Так было сто раз – и сквозняк тебе в спину,
И шепот ее: «Возвращайся скорей!»
И ты возвращался и, сытый и пьяный,
Опять на край света за длинным рублем
Срывался, спешил, собирал чемоданы:
«Все будет у нас. Погоди. Заживем».
И ты колесил по дорогам разбитым,
Летал, чтоб удачу за шкирку поймать,
А счастье потом уж, как дом из гранита,
Построить и жить в нем. И горя не знать.
Она прижималась щекою прохладной
К щеке, невпопад бормоча у дверей:
«Сто лет прождала, и опять. Ну да ладно.
Бог даст, как-нибудь… Возвращайся скорей».
И клен у подъезда, высокий и важный,
Кривляясь, за ворот тебя зацепил
Когтистою лапой, когда ты однажды
В красивой машине сюда прикатил.
И ты к ней влетел, ошалелый, усталый.
И взгляд ее – вот он – потухший, пустой:
«Полжизни ждала, а всего-то осталось…
Прости, извини», – и махнула рукой.
И тот – на диване – лохматый, с гитарой,
Мурлыкал мотив про полярные льды.
…Сквозь строй фонарей по ночному бульвару
Уходишь, и снег заметает следы…
1989
С. Филимонову и М. Филимоновой
Ты в автобусе трясешься утром рано,
Постовые – вроде толстых поросят,
А на острове Бали цветут каштаны
И на пальмах попугаи голосят.
Твой начальник, пень трухлявый, злой и склочный,
Крутит мордою, как рыба на мели,
И не бесится никто, уж это точно
С жиру, спьяну ли на острове Бали.
У окошка среди гомона и треска
Ты сидишь себе, а рядом за стеной
В серых сумерках за серой занавеской
Жизнь проходит понемногу стороной.
Вьюга чертова, колючие метели
Нас с тобою доконали, допекли.
Мы от холода, от снега одурели
Мы в себя придем на острове Бали.
Все мосты на всю катушку, в полной мере
Мы сжигали за собой, но не сожгли.
Все наладится, все склеится, я верю,
Мы любить друг друга будем на Бали…
2010
Ты ее не украл, не отнял, не увел.
Ты один, ты стоишь на перроне пустом.
Ты проспал, ты промедлил, и поезд ушел,
И она в нем, как в клетке, и ты ни при чем.
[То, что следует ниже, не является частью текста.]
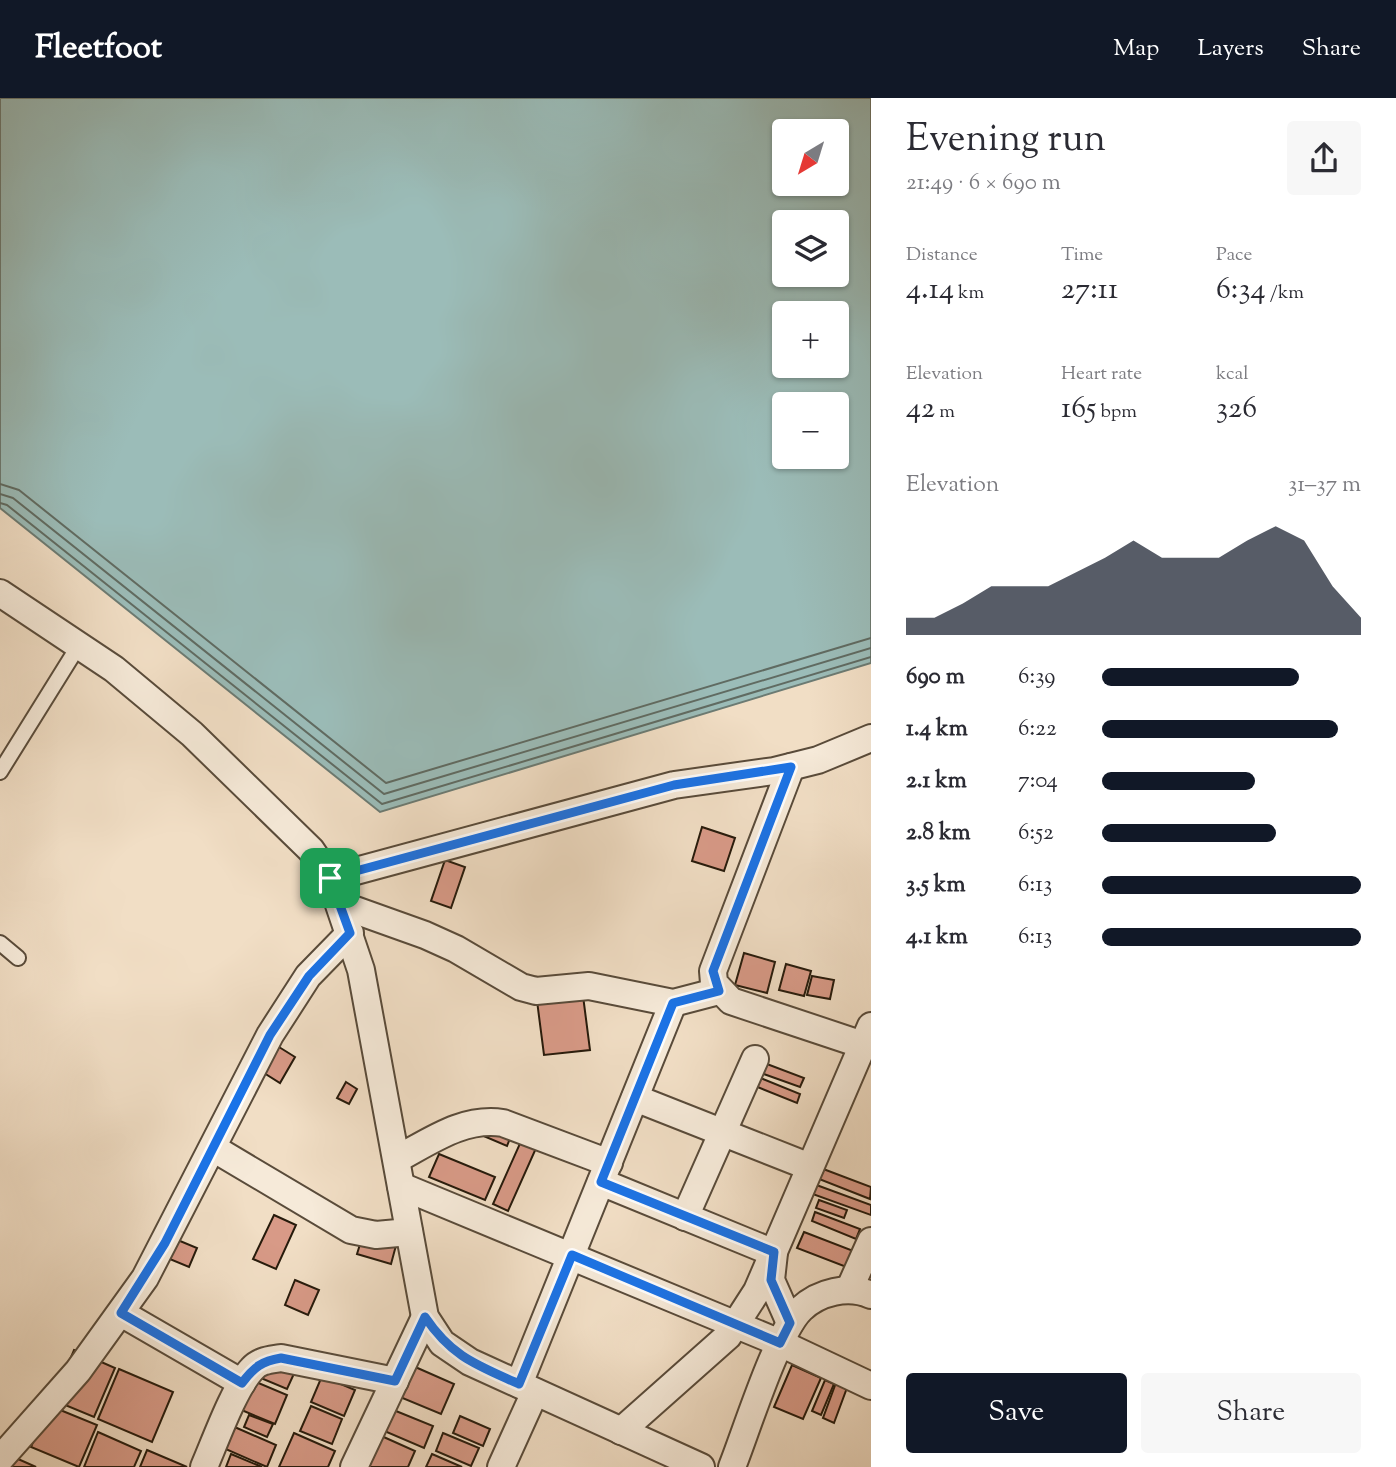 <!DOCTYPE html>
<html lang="en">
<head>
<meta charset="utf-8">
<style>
	:root { --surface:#fff; --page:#f7f7f7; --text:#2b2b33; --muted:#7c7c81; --accent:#111827 }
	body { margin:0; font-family:"Sorts Mill Goudy",serif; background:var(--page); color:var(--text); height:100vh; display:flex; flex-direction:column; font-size:26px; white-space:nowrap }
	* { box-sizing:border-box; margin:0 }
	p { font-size:23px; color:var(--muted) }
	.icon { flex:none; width:38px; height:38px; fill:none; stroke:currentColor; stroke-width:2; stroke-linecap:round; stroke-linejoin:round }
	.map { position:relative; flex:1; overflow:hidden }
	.panel { display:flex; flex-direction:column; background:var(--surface); width:525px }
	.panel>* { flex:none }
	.needle { width:46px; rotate:218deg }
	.fabs { position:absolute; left:772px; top:21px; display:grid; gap:14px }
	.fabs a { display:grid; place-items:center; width:77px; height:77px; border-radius:7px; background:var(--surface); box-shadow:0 2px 5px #0004; font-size:35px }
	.pin { position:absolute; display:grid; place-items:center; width:60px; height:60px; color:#fff; margin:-30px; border-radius:14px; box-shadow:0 4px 10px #0006 }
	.round { display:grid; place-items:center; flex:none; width:74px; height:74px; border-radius:7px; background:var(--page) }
	.headline { display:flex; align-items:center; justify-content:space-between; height:119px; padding:0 35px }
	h1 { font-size:38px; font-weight:600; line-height:52px }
	.metrics { display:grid; grid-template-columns:repeat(3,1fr); gap:10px; height:119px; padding:7px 35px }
	.metrics div { display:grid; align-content:center }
	.metrics b { font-size:30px; font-weight:600 }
	.metrics small { font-size:19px; font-weight:400 }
	.metrics p { font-size:19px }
	.chart { height:196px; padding:14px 35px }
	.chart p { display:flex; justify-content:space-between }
	.chart svg { width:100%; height:126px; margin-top:7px; fill:var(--accent); opacity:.7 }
	.cta { display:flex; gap:14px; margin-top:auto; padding:14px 35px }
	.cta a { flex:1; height:80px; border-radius:7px; background:var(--accent); color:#fff; font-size:28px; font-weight:600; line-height:80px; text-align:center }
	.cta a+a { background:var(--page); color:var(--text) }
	ul { padding:0 35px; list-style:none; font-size:23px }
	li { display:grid; grid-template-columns:112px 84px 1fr; align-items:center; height:52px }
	li i { height:18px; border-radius:9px; background:var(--accent) }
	header { display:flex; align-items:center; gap:42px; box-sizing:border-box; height:98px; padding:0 35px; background:var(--accent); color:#fff }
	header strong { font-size:33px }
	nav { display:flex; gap:38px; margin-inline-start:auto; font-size:24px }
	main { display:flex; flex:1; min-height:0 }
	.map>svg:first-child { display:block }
	.water { fill:#9bbcb8; stroke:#6c7b73; stroke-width:2; fill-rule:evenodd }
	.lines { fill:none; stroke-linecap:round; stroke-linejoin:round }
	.shore { stroke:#606b62; stroke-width:2 }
	.building { fill:#d89a87; stroke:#261a0b; stroke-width:2 }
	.lane-casing { stroke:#594b3a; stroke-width:18 }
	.street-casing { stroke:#594b3a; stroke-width:30 }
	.lane { stroke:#f6ead9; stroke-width:14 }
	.street { stroke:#f6ead9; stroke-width:26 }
	.route-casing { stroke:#fff; stroke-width:14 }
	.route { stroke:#1a73e8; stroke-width:9 }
</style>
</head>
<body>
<header>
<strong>Fleetfoot</strong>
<nav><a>Map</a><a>Layers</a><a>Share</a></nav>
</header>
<main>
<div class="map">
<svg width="871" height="1369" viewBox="0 0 871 1369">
	<rect width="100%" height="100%" fill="#f1dec5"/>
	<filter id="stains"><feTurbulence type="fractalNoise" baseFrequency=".00286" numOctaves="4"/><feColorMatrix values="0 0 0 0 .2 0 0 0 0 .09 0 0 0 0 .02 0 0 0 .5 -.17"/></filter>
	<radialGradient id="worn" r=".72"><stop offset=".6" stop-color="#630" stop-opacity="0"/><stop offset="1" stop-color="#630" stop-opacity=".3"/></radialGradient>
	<!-- water -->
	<path class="water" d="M0,0H871V565L380,714L0,410ZM784,33H836V86H784ZM784,124H836V177H784ZM784,215H836V268H784ZM784,306H836V359H784Z"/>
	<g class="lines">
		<!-- shore -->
		<g class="shore">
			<path d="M0,386L19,392L386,685L871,540"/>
			<path d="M0,396L13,400L384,696L871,550"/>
			<path d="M0,405L7,407L382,706L871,559"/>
		</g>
	</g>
	<!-- building -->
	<g class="building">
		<path d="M702,729L735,740L724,773L692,763Z"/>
		<path d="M445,762L465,769L451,810L431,803Z"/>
		<path d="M744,855L775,864L767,895L735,887Z"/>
		<path d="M786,866L811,873L804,898L779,892Z"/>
		<path d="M812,878L834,882L830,901L807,897Z"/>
		<path d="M582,890L590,952L544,957L536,895Z"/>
		<path d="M279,949L295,959L280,985L264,975Z"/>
		<path d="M751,960L804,980L800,989L747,970Z"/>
		<path d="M753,977L800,996L797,1005L750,986Z"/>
		<path d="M346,984L357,991L349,1006L337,1000Z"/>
		<path d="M472,1033L512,1035L507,1048Z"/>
		<path d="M522,1041L537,1048L508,1113L493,1106Z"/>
		<path d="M439,1056L495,1079L485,1102L429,1079Z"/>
		<path d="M818,1069L871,1089L870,1101L814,1079Z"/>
		<path d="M811,1085L871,1107V1117L807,1094Z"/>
		<path d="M819,1102L847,1112L844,1120L816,1110Z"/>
		<path d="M815,1114L860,1131L856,1141L812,1123Z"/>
		<path d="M274,1117L296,1127L276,1171L253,1161Z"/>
		<path d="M365,1130L398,1140L391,1166L357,1156Z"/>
		<path d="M804,1134L856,1154L849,1170L797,1150Z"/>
		<path d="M168,1138L197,1150L189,1169L160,1157Z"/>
		<path d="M295,1182L319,1192L308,1217L285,1207Z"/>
		<path d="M74,1252L115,1270L94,1319L53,1302Z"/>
		<path d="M792,1267L821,1280L803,1321L774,1309Z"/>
		<path d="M413,1268L454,1286L441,1316L400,1299Z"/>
		<path d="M297,1269L287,1291L249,1275Z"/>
		<path d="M119,1271L173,1294L152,1344L98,1321Z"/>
		<path d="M322,1278L355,1292L344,1318L311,1304Z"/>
		<path d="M244,1279L287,1297L275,1326L232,1308Z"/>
		<path d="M825,1282L834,1286L821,1317L812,1313Z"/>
		<path d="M837,1282L848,1287L834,1325L823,1320Z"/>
		<path d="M48,1307L97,1327L79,1369L31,1349Z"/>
		<path d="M311,1308L342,1321L332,1346L300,1333Z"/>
		<path d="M391,1311L433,1328L424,1350L382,1332Z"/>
		<path d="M249,1317L273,1326L267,1339L244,1329Z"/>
		<path d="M460,1318L490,1331L483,1348L453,1335Z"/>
		<path d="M230,1327L276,1347L267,1369L221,1349Z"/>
		<path d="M98,1334L141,1353L134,1369H84Z"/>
		<path d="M294,1335L335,1353L328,1369H279Z"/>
		<path d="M443,1335L479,1350L471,1368L436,1353Z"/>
		<path d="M377,1336L415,1353L408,1369H364Z"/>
		<path d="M147,1352L187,1369H140Z"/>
		<path d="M231,1356L262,1369H226Z"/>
		<path d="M432,1356L462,1369H426Z"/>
		<path d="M9,1357L36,1369H4Z"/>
	</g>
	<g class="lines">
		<!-- lane casing -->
		<g class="lane-casing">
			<g id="lane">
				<path d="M0,674L79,547"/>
				<path d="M0,845L18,860"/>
			</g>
		</g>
		<!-- street casing -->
		<g class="street-casing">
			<g id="street">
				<path d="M0,495L114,571L192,636L311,752L330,780L361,872L425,1219L442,1245L470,1264L701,1369"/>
				<path d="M791,669L713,873L714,885L731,903L863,947"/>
				<path d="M330,780L674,687L774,673L818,662L871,640"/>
				<path d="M341,807L425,837L456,851L521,889L536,893L589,888L673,905L719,893"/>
				<path d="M635,1000L810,1069"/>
				<path d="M213,1050L351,1132L376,1137L409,1134"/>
				<path d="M397,1061C431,1043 463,1019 503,1025L609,1065"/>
				<path d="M601,1084L774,1155L771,1182L790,1225"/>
				<path d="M401,1088L780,1245L871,1288"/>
				<path d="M685,1119L755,961"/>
				<path d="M849,1192L871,1143"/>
				<path d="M121,1215L242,1285"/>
				<path d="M519,1286L673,905"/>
				<path d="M621,1333L728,1238L757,1193L871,928"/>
				<path d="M0,1361L78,1273L145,1180L270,937L308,878L350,835"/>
				<path d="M204,1369C215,1344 234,1290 252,1271C260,1262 270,1262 281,1260L395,1283"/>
				<path d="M354,1369L425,1219"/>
				<path d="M501,1369L535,1294"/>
				<path d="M732,1369C746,1334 777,1234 801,1211C819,1194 848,1187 871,1197"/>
			</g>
		</g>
		<!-- lane -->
		<use href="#lane" class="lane"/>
		<!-- street -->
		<use href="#street" class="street"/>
	</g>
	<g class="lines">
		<!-- route casing -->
		<g class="route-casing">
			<path id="route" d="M791,669L713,873L719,893L673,905L601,1084L774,1154L771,1182L790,1225L780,1245L572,1157L519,1286C477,1267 452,1259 425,1219L395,1283L281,1260C262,1263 254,1269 242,1285L121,1215L165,1145L270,937L309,878L350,835L330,780L674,687Z"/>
		</g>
		<!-- route -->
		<use href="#route" class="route"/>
	</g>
	<rect width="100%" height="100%" filter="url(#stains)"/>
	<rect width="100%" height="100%" fill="url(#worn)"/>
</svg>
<div class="fabs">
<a><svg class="needle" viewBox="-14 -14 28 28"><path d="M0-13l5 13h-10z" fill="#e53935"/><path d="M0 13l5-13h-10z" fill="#7c7c81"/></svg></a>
<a><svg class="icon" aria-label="layers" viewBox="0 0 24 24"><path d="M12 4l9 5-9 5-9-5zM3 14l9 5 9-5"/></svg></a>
<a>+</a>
<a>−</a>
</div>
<div class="pin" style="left:330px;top:780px;background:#1e9e55"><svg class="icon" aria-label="arrive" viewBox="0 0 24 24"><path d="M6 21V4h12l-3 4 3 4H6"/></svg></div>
</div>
<section class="panel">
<div class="headline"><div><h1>Evening run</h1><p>21:49 · 6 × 690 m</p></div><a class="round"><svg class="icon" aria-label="share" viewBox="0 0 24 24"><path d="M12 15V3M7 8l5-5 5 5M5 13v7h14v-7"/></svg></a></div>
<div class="metrics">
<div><p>Distance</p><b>4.14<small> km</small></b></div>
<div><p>Time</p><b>27:11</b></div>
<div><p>Pace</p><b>6:34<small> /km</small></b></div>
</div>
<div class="metrics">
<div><p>Elevation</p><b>42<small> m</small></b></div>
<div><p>Heart rate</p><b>165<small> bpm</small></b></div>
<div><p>kcal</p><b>326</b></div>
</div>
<div class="chart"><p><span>Elevation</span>31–37 m</p>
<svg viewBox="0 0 160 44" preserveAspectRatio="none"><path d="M0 44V38L10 38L20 33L30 27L40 27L50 27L60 22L70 17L80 11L90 17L100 17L110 17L120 11L130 6L140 11L150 27L160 38V44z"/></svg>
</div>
<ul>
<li><b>690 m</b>6:39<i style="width:76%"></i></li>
<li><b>1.4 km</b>6:22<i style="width:91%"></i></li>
<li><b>2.1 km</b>7:04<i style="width:59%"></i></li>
<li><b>2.8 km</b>6:52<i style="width:67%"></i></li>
<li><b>3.5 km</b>6:13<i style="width:100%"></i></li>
<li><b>4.1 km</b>6:13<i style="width:100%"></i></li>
</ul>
<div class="cta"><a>Save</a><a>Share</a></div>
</section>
</main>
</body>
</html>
Поезд комкает версты, врезаясь в закат,
В черных окнах торчат пассажиры, как пни.
И кричит воронье, и колеса стучат:
«Догони, догони, догони, догони…»
Ночь по шпалам крадется бесшумно, как мышь,
И в холодных потемках не видно ни зги.
Листья, падая, шепчут: «Чего ты стоишь?
Да они еле едут, догонишь, беги!»
Ты же знаешь, кто с ней – разодетый павлин,
В перстнях дурень, долдон, с ним простой разговор.
Так давай, прыгай в ночь из-под тощих рябин,
Догони, зачеркни этот бред, этот вздор!
Слышишь, снова гудок, будто кто-то тебе
Похоронную песнь протрезвонил спьяна.
Ты уйдешь, ты увязнешь в тепле и в толпе,
А в купе – синий сумрак, и он, и она.
Ты стоп-кран не сорвал, ты не дал им отбой,
Посмотри – даже кожа не содрана с рук.
Посмотри – только небо и ночь над тобой,
Только крик воронья и колес перестук.
И вот этот перрон без единой души —
Твой конец, твой итог. Луч луны – словно нож.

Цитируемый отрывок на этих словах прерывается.